Records from a data source

============================================================

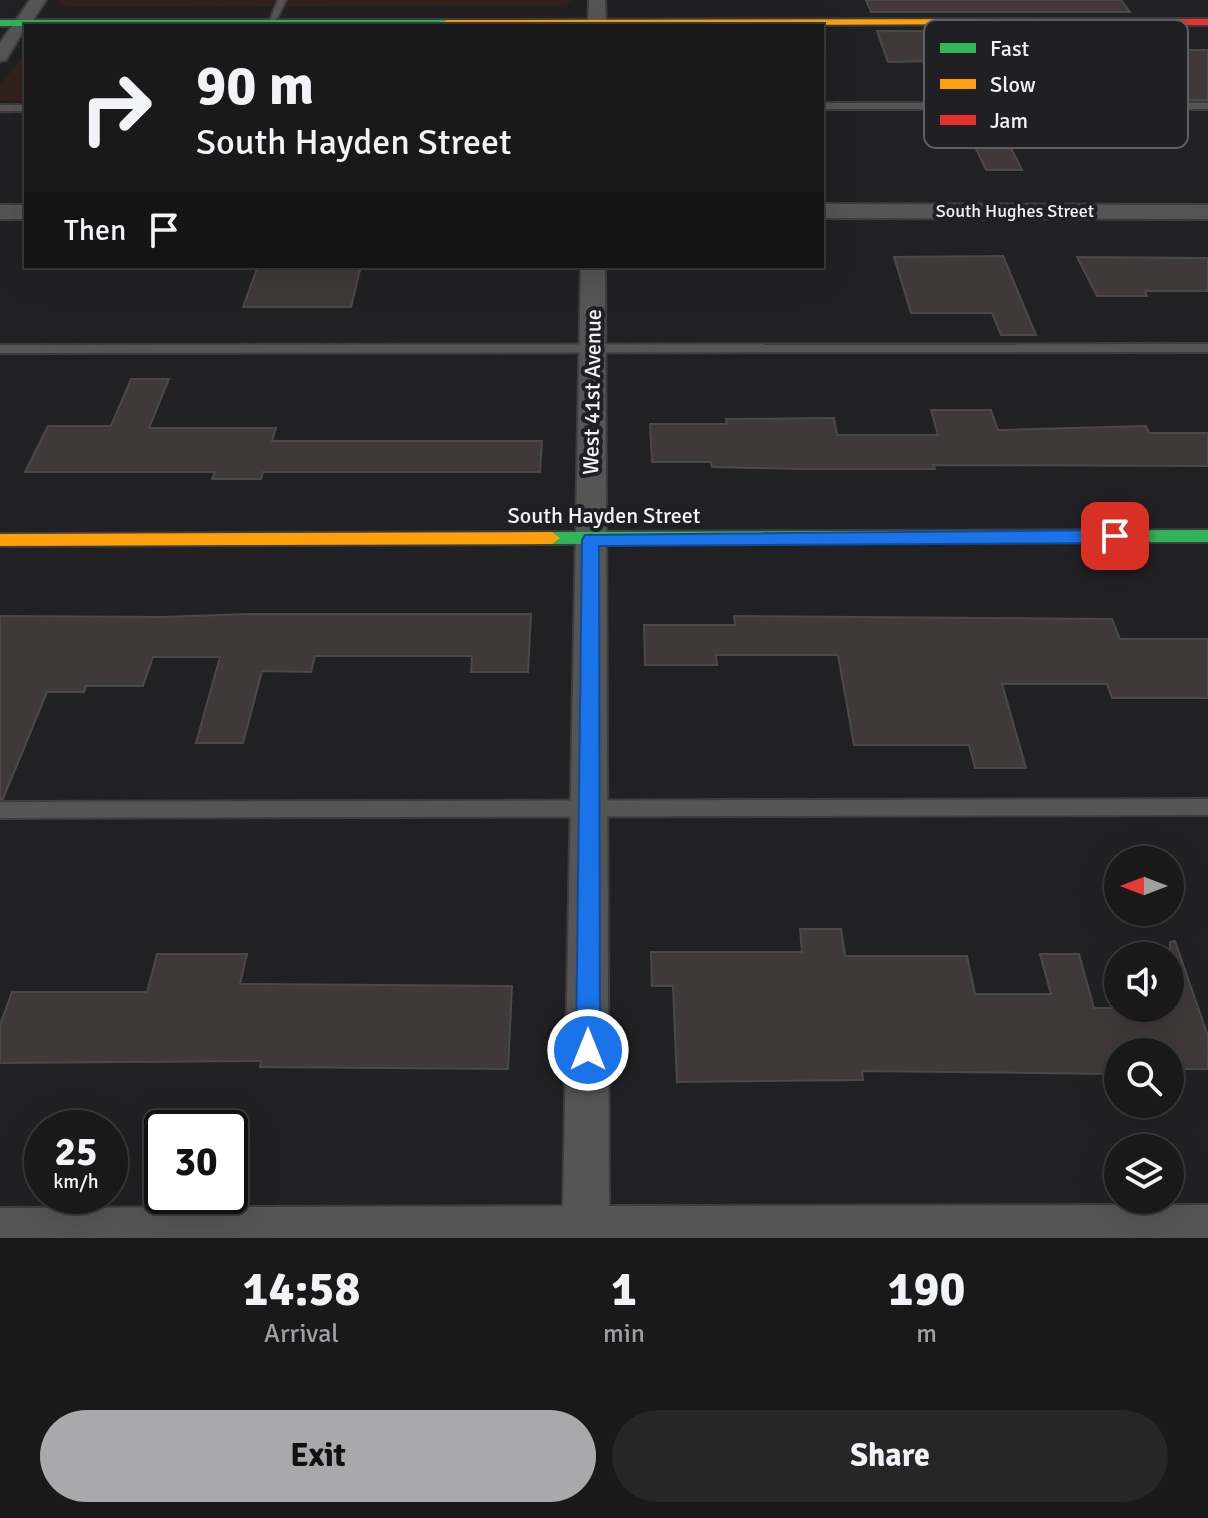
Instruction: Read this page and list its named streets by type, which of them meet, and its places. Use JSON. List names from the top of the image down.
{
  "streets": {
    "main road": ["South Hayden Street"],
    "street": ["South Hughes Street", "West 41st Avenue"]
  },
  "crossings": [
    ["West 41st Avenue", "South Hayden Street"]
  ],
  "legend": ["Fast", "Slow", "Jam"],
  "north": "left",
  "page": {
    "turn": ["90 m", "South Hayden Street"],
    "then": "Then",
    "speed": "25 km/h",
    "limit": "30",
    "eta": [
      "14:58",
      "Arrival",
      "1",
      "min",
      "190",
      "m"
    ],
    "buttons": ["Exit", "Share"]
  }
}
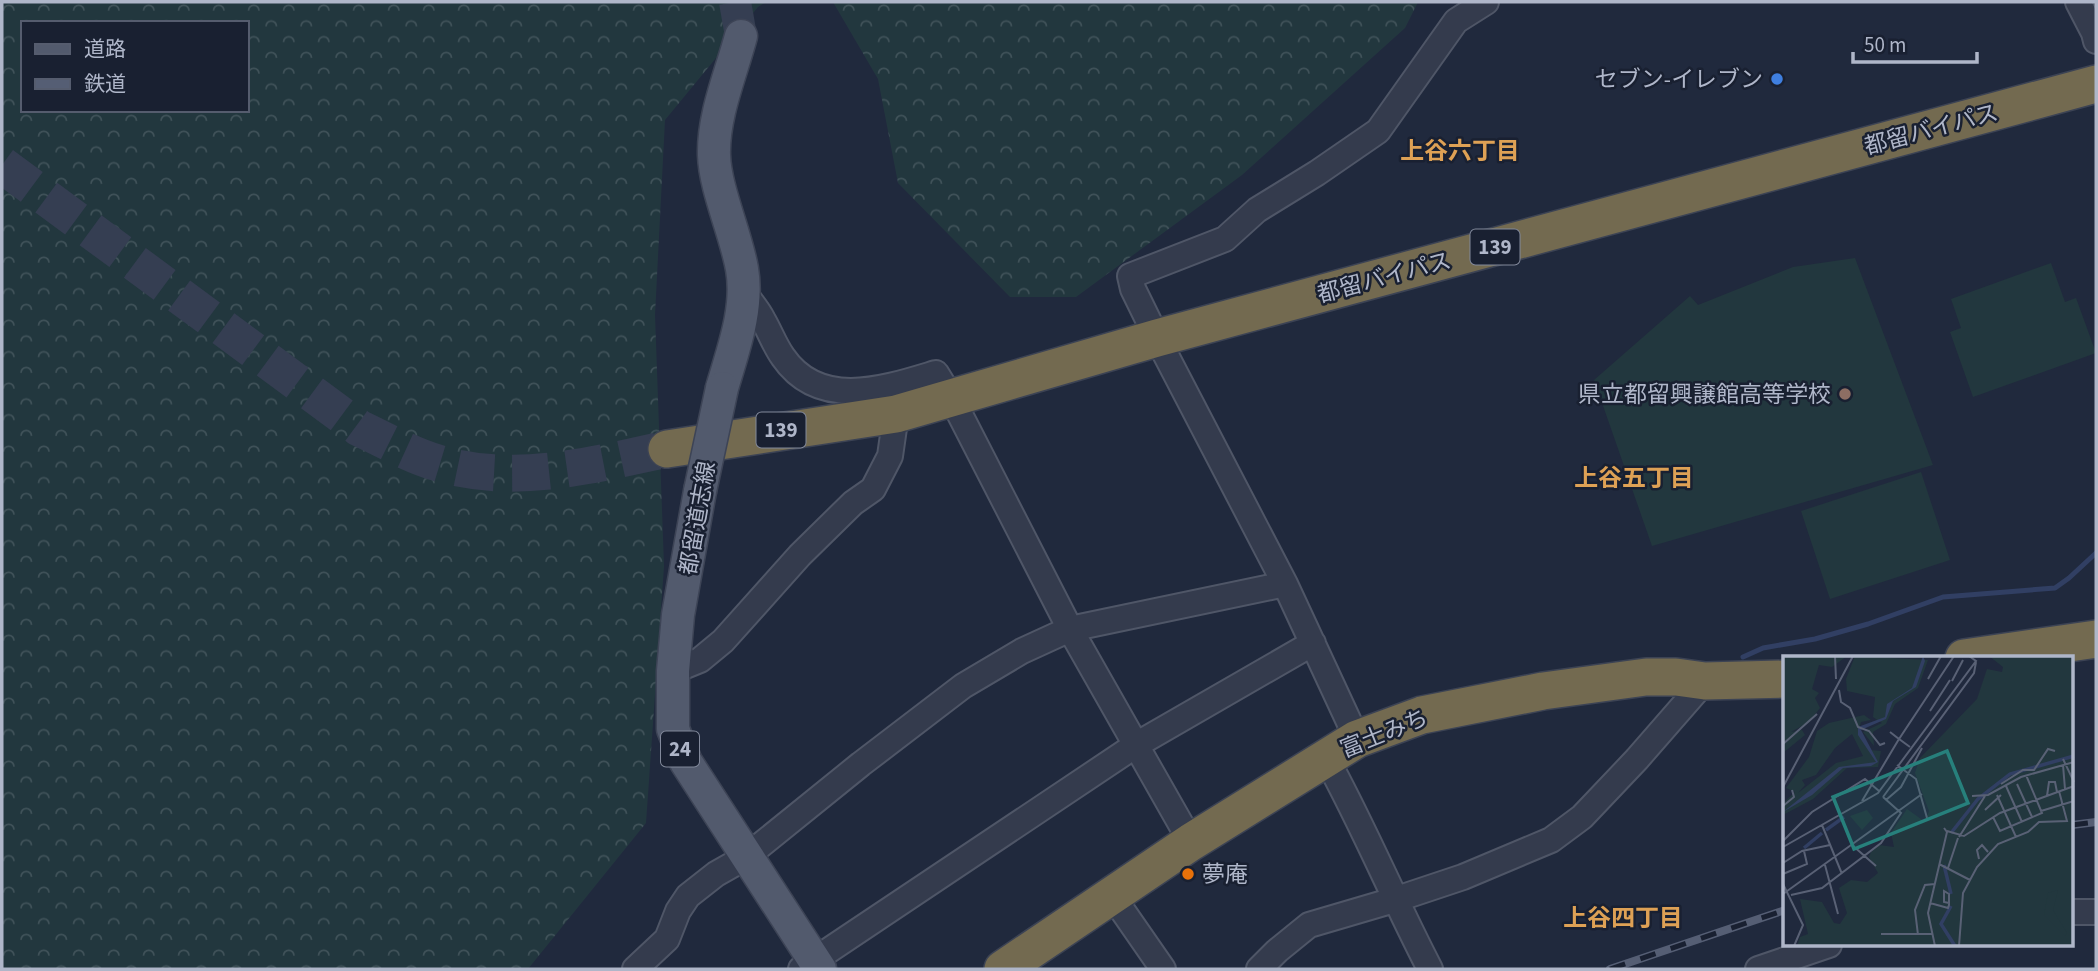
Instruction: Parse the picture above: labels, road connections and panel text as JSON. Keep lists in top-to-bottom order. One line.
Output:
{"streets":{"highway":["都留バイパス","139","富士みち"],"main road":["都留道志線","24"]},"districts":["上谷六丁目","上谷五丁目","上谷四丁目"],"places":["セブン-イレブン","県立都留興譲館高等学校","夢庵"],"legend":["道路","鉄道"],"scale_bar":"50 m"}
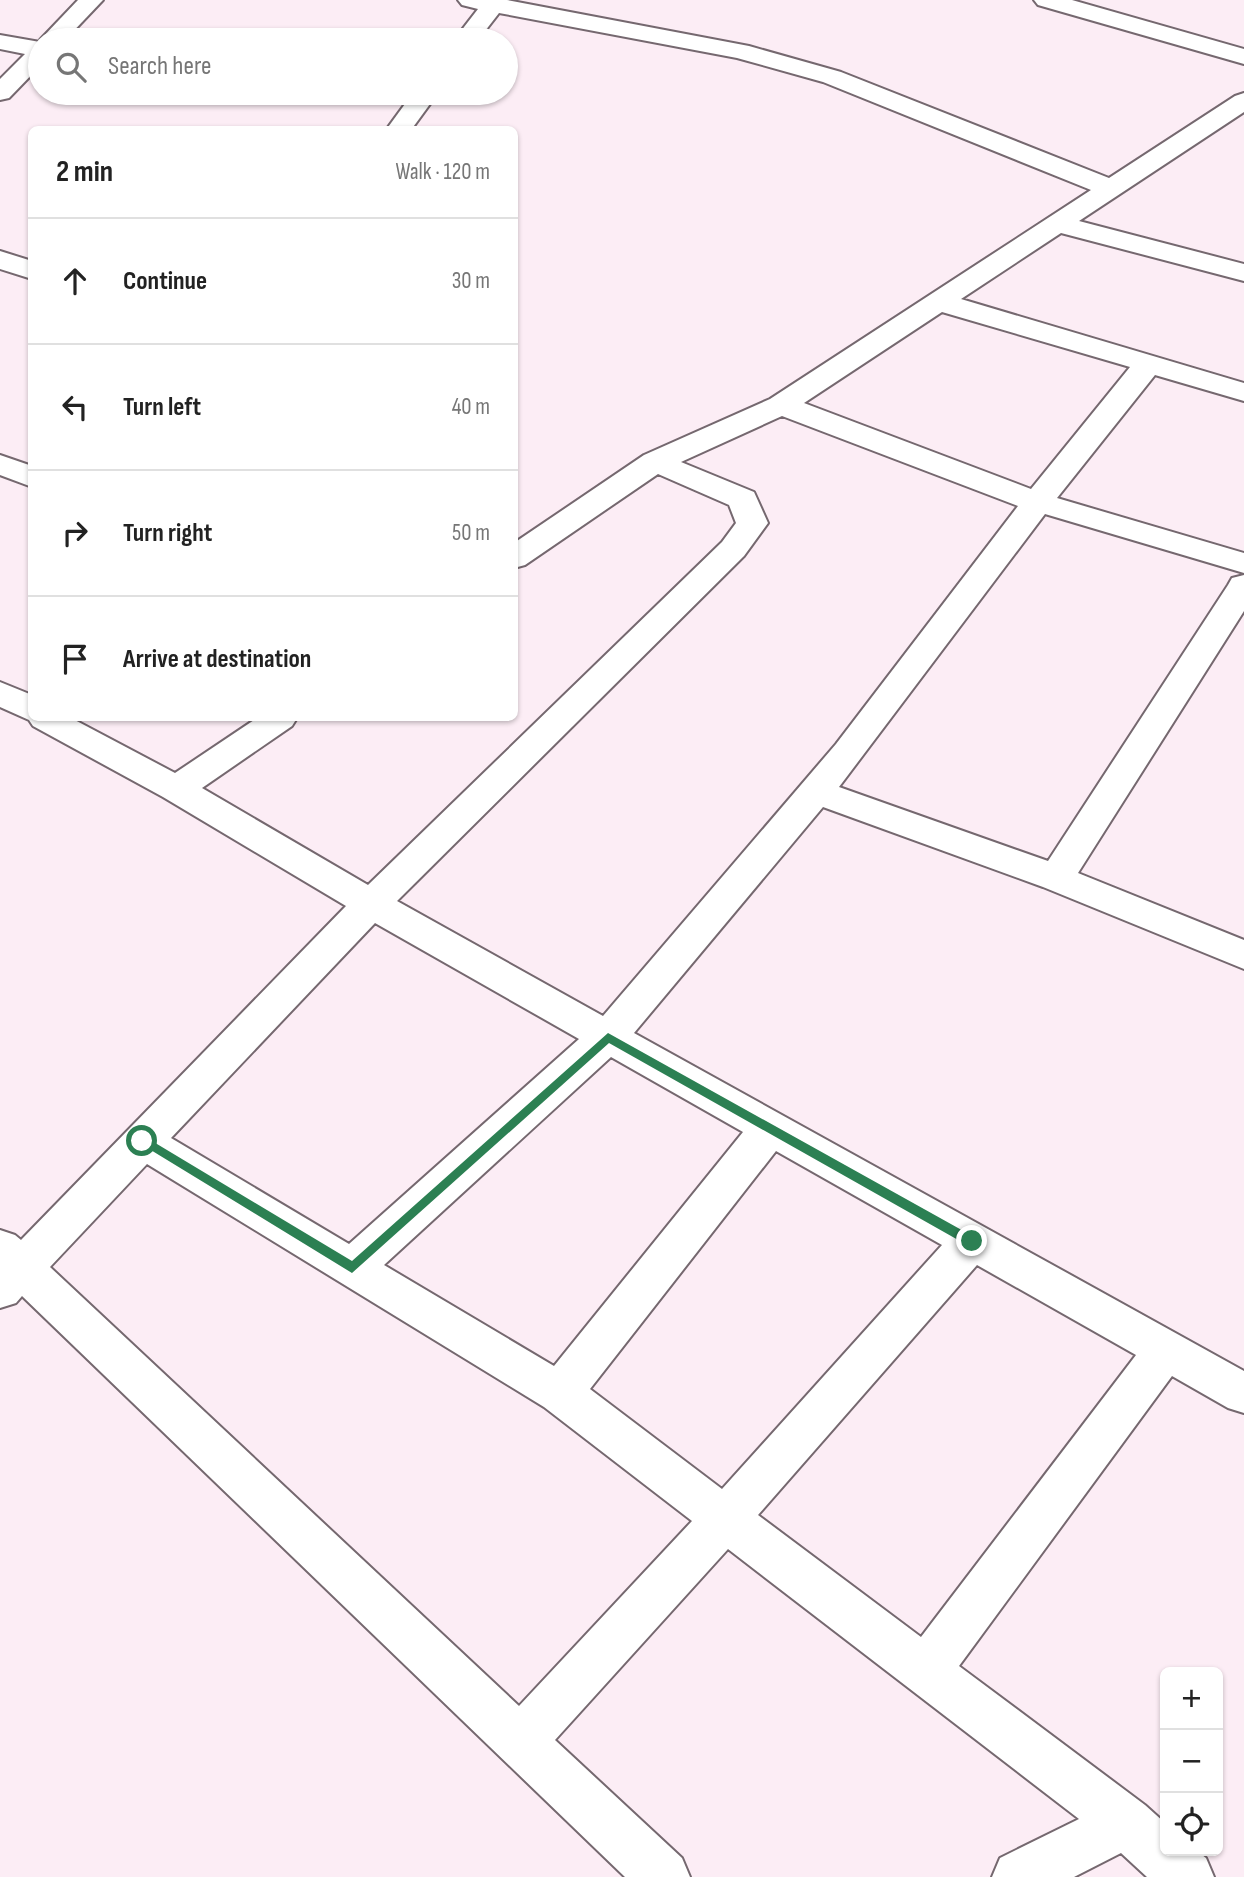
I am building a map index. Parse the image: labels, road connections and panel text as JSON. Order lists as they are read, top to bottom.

============================================================

• _Task objective_: Exactly as written, give every entry again, but not the pictures.

• _Result of this task_:
Instruction: Read this page and list its named streets by type, which of them meet, and its places. Use JSON. List names from the top of the image down.
{
  "streets": {
    "main road": ["South Hayden Street"],
    "street": ["South Hughes Street", "West 41st Avenue"]
  },
  "crossings": [
    ["West 41st Avenue", "South Hayden Street"]
  ],
  "legend": ["Fast", "Slow", "Jam"],
  "north": "left",
  "page": {
    "turn": ["90 m", "South Hayden Street"],
    "then": "Then",
    "speed": "25 km/h",
    "limit": "30",
    "eta": [
      "14:58",
      "Arrival",
      "1",
      "min",
      "190",
      "m"
    ],
    "buttons": ["Exit", "Share"]
  }
}
Instruction: Parse the picture above: labels, road connections and panel text as JSON. Keep lists in top-to-bottom order. One line.
Output:
{"streets":{"highway":["都留バイパス","139","富士みち"],"main road":["都留道志線","24"]},"districts":["上谷六丁目","上谷五丁目","上谷四丁目"],"places":["セブン-イレブン","県立都留興譲館高等学校","夢庵"],"legend":["道路","鉄道"],"scale_bar":"50 m"}
I am building a map index. Parse the image: labels, road connections and panel text as JSON. Order lists as they are read, top to bottom.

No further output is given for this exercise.